La prima sessione, dedicata a “Etica ed Estetica del Lavoro”, è stata aperta da un intervento della storica dell’arte Cristina Acidini (qui la presentazione). Il dibattito, che ha coinvolto i Cavalieri del Lavoro Nicoletta Spagnoli (Luisa Spagnoli), Linda Orsola Gilli (Inaz), Francesco Mutti (Mutti), Stefano Ricci (Stefano Ricci) e l’esperto Alberto Cavalli (Fondazione Cologni dei Mestieri d’Arte), ha messo in luce come la competitività italiana si fondi su qualità e creatività, un modello che oggi genera un export da oltre 384 miliardi nei soli primi sette mesi del 2025.

La seconda sessione, intitolata “Expat e valore del capitale umano”, è stata introdotta dall’editorialista del Corriere della Sera Ferruccio de Bortoli.
Al tavolo di confronto hanno partecipato i Cavalieri del Lavoro Nerio Alessandri (Technogym), Stefania Brancaccio (COELMO), Leonardo Ferragamo (Lungarno Collection), Aram Manoukian (Lechler) e la statistica Linda Laura Sabbadini.
Al centro della discussione, la responsabilità condivisa di imprese e istituzioni per attrarre e trattenere i migliori talenti creando ambienti di lavoro dinamici, offrendo percorsi di carriera definiti e riconoscendo ai giovani il lavoro “ben fatto”.

La terza sessione, “Tecnologia, IA e creatività del lavoro”, si è aperta con il contributo (qui le slide) di Barbara Caputo, Professoressa al Politecnico di Torino e consigliere sull’Intelligenza Artificiale del Ministero della Difesa.
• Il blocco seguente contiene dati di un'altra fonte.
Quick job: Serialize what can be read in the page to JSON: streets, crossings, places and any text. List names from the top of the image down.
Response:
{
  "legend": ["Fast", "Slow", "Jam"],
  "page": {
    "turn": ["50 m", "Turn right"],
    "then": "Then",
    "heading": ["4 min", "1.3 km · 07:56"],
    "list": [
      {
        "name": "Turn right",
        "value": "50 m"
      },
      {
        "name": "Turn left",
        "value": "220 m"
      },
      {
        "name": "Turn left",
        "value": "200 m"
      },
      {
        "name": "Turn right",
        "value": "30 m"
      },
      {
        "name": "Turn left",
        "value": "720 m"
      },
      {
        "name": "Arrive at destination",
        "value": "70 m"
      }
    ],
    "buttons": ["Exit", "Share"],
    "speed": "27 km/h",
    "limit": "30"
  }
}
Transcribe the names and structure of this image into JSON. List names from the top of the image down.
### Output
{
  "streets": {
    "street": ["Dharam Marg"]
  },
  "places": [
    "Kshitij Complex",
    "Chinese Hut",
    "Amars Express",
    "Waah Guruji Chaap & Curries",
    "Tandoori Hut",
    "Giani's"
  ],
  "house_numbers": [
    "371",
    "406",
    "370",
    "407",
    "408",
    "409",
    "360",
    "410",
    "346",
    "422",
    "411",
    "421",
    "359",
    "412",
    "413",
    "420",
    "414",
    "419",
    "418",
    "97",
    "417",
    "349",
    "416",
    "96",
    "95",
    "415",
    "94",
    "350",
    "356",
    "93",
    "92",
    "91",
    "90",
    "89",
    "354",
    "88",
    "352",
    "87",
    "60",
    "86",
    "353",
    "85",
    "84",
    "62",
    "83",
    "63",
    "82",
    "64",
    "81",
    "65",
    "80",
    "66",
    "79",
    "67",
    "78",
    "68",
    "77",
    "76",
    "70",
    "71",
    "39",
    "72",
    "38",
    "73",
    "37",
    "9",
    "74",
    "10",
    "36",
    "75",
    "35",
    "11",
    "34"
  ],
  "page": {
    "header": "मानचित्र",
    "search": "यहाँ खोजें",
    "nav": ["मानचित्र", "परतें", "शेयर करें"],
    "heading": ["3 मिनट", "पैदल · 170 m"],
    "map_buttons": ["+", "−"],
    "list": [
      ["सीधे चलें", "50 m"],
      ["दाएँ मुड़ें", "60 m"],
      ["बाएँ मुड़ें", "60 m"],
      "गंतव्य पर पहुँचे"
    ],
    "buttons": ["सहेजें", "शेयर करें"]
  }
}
Sono intervenuti i Cavalieri del Lavoro Franco Bernabè (Techvisory e Università di Trento), Fabrizio Bernini (Zucchetti Centro Sistemi), Gianfranco Carbonato (Prima Industrie), Massimo Pavin (Sirmax Group) e l’esperto Bruno Siciliano (Università di Napoli Federico II).
Il dibattito ha evidenziato l’urgenza di considerare l’IA non come sostituta dell’uomo, ma come tecnologia abilitante e “collega digitale”, capace di amplificare creatività e competenze in un contesto industriale sempre più sfidante.

A moderare l’evento è stata la Caporedattrice Tonia Cartolano (Sky TG24).